• PROBLEM REQUIREMENTS: Find every line in the records below that holds the word "direction", and copy it out.

(Stored data entries)
-- Opening Marker --

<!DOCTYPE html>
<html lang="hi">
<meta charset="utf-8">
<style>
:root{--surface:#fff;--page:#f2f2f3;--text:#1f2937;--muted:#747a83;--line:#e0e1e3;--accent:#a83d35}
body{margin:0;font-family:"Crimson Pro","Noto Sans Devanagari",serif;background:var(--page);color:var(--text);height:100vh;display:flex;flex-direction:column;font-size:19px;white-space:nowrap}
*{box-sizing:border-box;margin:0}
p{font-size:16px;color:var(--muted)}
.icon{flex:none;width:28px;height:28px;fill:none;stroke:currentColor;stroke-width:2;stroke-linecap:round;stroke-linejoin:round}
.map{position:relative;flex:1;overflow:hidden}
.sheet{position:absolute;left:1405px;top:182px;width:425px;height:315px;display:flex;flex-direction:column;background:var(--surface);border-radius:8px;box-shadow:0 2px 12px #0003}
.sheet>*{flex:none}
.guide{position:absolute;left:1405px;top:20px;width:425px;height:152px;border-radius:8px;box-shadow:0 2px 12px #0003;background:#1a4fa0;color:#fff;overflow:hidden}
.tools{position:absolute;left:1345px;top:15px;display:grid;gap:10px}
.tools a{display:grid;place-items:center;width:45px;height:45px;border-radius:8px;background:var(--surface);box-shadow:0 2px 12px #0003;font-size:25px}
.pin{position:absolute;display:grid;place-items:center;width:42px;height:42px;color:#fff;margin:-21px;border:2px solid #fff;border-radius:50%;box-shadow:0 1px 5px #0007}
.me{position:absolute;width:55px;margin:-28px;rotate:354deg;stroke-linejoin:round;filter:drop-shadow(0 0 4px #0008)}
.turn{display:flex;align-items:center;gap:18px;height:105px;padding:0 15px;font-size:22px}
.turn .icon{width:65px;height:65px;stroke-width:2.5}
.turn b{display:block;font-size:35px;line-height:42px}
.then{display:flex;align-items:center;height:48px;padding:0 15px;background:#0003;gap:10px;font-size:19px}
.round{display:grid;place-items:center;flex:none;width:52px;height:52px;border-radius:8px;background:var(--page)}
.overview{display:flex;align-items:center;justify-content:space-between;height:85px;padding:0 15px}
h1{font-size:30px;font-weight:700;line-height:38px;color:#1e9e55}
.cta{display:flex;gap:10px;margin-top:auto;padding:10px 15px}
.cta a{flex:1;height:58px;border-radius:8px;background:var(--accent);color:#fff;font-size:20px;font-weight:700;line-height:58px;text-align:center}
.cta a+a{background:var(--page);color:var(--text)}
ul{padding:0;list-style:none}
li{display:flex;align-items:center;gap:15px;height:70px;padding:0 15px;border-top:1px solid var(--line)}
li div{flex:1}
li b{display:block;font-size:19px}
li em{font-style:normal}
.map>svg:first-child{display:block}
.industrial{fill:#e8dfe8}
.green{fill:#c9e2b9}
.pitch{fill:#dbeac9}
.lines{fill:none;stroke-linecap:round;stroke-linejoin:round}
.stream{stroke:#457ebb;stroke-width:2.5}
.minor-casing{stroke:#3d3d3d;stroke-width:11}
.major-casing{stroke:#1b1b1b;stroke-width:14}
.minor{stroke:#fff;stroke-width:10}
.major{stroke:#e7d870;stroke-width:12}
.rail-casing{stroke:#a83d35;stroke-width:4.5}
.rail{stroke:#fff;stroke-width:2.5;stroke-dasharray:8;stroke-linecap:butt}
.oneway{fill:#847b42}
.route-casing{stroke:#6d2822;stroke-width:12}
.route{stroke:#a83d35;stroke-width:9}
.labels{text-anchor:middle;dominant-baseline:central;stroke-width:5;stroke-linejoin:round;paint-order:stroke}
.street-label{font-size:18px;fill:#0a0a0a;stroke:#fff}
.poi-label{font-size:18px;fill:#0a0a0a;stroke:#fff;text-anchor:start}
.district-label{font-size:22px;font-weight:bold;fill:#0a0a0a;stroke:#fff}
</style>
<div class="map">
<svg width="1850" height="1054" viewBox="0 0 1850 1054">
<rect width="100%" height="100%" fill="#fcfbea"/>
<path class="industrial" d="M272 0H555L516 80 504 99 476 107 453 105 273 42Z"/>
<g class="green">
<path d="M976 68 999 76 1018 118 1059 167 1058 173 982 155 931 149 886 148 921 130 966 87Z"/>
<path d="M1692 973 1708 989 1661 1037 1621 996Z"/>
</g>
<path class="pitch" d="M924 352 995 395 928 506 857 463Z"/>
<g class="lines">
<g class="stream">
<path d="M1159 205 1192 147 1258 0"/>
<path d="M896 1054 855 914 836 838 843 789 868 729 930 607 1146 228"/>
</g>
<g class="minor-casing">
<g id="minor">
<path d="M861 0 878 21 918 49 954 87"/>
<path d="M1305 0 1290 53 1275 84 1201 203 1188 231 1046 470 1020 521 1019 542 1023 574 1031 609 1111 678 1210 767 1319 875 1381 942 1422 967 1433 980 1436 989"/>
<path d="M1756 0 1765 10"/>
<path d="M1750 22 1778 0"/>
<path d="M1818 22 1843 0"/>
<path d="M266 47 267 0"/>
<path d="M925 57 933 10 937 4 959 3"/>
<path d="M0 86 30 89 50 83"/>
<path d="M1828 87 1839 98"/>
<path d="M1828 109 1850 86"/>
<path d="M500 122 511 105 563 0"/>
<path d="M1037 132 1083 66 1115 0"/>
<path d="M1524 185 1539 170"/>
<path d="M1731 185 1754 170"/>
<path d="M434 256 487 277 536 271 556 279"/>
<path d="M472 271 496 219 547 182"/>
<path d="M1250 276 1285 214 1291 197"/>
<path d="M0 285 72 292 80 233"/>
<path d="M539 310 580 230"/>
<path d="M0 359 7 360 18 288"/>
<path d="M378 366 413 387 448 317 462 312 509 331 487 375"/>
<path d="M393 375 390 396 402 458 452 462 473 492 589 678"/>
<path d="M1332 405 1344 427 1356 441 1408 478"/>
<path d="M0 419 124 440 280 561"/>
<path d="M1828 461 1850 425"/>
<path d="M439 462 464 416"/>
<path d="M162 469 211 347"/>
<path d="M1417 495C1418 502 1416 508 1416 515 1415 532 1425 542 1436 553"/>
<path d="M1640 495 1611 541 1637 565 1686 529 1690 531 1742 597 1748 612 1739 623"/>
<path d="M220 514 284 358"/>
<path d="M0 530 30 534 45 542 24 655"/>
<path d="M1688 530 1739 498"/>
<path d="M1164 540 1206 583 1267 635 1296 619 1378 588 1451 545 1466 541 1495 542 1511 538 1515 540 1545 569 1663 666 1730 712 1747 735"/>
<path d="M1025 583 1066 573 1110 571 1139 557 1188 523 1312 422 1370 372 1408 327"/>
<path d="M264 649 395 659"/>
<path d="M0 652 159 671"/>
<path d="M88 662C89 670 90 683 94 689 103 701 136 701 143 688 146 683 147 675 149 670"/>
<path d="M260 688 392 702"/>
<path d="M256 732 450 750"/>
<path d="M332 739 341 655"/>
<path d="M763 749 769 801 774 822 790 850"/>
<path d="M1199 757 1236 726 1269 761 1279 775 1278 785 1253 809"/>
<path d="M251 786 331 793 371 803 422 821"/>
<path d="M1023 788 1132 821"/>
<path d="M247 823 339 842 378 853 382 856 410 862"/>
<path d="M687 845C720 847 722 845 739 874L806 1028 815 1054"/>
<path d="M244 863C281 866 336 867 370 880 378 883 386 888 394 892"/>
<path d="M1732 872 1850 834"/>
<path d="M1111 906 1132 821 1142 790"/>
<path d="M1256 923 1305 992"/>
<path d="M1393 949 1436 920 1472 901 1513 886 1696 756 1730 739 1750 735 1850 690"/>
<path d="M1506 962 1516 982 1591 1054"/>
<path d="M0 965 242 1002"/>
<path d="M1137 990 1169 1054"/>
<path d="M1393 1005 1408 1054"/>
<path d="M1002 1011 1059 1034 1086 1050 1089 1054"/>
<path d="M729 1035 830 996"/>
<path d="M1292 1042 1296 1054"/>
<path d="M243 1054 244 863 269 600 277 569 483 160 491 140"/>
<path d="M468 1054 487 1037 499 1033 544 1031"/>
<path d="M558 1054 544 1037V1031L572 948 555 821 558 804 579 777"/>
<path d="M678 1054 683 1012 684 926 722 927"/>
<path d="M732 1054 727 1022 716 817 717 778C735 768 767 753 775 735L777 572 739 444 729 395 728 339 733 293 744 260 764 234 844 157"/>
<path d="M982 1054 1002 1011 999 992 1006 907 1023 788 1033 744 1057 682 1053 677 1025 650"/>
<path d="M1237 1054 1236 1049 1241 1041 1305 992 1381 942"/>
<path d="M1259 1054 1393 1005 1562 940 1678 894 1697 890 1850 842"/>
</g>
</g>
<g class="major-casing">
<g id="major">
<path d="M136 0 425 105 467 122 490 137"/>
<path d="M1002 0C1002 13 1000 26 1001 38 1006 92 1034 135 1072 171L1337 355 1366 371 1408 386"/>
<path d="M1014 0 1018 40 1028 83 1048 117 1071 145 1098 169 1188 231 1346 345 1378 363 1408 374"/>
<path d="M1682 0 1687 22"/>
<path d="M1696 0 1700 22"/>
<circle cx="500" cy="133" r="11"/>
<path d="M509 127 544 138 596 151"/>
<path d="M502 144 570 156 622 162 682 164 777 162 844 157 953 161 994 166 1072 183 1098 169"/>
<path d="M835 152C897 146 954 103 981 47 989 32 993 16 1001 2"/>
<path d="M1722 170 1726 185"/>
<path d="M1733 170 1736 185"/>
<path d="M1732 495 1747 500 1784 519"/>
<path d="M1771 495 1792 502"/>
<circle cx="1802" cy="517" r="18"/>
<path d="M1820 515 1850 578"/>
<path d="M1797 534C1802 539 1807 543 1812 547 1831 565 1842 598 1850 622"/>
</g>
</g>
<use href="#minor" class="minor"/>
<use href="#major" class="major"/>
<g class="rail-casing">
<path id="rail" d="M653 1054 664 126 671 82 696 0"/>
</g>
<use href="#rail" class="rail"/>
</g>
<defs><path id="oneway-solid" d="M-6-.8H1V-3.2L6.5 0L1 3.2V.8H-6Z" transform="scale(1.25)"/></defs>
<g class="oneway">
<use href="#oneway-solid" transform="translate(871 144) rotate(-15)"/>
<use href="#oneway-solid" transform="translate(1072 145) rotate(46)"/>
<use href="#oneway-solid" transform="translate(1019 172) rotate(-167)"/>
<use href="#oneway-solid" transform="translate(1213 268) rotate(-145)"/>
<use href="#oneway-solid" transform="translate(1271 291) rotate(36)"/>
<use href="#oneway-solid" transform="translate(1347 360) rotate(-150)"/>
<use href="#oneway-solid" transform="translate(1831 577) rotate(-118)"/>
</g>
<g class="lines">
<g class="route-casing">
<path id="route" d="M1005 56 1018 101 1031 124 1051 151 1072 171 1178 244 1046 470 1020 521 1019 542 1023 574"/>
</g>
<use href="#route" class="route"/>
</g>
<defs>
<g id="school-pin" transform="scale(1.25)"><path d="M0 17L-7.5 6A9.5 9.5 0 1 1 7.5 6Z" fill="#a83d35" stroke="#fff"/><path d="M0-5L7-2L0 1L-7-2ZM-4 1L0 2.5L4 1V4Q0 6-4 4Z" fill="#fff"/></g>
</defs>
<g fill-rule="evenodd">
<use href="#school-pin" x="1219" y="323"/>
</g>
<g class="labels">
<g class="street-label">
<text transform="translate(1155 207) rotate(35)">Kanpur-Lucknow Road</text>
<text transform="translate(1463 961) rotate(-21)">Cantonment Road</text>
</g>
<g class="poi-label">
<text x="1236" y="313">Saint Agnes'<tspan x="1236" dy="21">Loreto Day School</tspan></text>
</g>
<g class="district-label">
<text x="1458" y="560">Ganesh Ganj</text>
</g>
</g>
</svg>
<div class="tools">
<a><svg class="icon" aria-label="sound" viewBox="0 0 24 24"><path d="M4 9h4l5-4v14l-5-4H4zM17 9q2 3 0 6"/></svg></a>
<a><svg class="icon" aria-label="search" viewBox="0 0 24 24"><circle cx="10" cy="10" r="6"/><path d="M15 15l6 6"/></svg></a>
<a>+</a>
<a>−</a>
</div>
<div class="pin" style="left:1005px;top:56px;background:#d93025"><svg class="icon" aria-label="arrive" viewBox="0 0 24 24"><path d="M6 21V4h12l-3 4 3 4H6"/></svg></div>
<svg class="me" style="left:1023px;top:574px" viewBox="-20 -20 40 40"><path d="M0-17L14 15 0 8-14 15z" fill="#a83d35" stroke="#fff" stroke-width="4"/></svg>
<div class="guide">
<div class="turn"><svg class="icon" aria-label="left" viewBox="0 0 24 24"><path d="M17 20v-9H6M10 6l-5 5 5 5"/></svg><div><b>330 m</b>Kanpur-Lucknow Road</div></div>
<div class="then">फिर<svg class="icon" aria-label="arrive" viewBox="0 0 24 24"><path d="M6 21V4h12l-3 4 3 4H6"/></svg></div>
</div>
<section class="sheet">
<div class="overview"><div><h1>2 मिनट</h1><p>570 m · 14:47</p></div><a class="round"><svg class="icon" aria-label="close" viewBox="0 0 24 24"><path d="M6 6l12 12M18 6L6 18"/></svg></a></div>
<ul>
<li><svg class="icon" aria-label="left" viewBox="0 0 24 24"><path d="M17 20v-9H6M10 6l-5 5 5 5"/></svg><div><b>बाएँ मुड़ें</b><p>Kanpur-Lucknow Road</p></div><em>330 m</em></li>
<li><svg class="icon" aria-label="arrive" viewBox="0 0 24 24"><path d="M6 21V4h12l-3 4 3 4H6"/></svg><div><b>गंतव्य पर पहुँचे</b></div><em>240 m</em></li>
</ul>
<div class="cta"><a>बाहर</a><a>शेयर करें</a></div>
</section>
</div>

-- Closing Marker --

• REPLY TO THE EXERCISE:
body{margin:0;font-family:"Crimson Pro","Noto Sans Devanagari",serif;background:var(--page);color:var(--text);height:100vh;display:flex;flex-direction:column;font-size:19px;white-space:nowrap}
.sheet{position:absolute;left:1405px;top:182px;width:425px;height:315px;display:flex;flex-direction:column;background:var(--surface);border-radius:8px;box-shadow:0 2px 12px #0003}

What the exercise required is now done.